This leads to a family of particular solutions of the PDE : $\quad g_{\lambda}(x,\xi)=C_\lambda e^{A\xi/\lambda}x^{-\lambda}$

Combining all these particular solutions leads to a general form expressing the solution of the PDE: $$g(x,\xi)=\int\Phi(\lambda) e^{A\xi/\lambda}x^{-\lambda}d\lambda =\int\Phi(\lambda) e^{A\xi/\lambda-\lambda\ln{x}} d\lambda $$ $$g(x,\xi)=\int\Phi(\lambda) e^{\frac{A}{\lambda}\xi+\lambda w} d\lambda $$ with any function $\Phi$ insofar the integral be convergent. This function $\Phi$ has to be determined according to the boundary conditions. Generally that is the most difficult part of the job, depending a lot of what are the boundary conditions.

To the question : 1.Why don't they use separation of variables for this PDE? , the answer might be : Because this form of function to express the PDE solution is complicated and not easy to approximate according to the context of the problem.

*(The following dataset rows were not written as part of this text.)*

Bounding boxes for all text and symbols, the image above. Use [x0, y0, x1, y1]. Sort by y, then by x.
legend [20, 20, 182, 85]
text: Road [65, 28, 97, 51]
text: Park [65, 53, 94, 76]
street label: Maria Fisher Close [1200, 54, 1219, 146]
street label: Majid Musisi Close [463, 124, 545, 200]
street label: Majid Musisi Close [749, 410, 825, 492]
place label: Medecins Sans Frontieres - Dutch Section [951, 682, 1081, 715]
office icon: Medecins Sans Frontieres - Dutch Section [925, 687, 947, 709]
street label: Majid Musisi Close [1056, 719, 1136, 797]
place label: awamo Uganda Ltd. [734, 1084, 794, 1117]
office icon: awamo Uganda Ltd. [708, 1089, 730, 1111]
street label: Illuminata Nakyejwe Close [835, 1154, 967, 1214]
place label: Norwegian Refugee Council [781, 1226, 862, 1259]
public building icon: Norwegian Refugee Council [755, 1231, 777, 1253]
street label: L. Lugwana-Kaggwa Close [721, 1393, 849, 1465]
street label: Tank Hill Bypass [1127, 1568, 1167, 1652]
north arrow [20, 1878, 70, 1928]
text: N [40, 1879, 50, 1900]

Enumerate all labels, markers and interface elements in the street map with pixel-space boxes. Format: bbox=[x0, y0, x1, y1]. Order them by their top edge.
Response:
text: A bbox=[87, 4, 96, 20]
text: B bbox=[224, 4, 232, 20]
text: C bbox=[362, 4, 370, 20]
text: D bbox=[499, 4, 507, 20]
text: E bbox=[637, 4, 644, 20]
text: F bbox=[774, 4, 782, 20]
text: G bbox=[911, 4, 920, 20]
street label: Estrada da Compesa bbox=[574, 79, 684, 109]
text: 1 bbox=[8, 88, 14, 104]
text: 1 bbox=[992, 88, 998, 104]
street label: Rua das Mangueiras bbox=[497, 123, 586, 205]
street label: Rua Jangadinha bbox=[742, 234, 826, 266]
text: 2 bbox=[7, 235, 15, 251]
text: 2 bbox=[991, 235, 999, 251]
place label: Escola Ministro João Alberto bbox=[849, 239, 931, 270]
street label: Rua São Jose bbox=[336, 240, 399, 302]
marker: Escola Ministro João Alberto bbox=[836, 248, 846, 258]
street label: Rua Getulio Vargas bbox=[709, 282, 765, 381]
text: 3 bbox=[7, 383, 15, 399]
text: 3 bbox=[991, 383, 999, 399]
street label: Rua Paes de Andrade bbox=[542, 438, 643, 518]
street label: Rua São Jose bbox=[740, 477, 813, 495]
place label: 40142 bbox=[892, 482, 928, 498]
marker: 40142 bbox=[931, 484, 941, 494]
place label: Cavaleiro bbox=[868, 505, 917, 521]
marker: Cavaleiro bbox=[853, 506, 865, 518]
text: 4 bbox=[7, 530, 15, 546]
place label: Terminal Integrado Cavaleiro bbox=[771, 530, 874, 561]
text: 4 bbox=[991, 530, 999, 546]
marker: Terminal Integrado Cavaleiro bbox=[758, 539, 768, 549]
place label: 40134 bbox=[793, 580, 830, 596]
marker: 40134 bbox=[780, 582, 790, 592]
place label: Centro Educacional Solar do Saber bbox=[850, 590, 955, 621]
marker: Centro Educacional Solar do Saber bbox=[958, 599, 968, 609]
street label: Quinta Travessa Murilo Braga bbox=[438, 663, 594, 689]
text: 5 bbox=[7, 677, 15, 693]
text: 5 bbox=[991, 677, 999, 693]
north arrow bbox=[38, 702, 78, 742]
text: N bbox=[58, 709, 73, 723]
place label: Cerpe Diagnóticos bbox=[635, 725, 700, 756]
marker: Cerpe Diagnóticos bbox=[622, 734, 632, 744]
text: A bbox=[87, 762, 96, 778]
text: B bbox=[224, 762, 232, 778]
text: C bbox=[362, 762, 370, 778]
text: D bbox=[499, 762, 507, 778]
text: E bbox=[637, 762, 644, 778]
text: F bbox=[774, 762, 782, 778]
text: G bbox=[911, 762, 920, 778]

You wrote : "The book provides a solution only in the limit $w\xi≫1$ for some reason". Moreover, the boundary conditions are not explicitly given. All this makes difficult to derive an approximate from the above general formula. That is probably why a simpler approach (may be for didactic reason) was investigated and then presented in the book.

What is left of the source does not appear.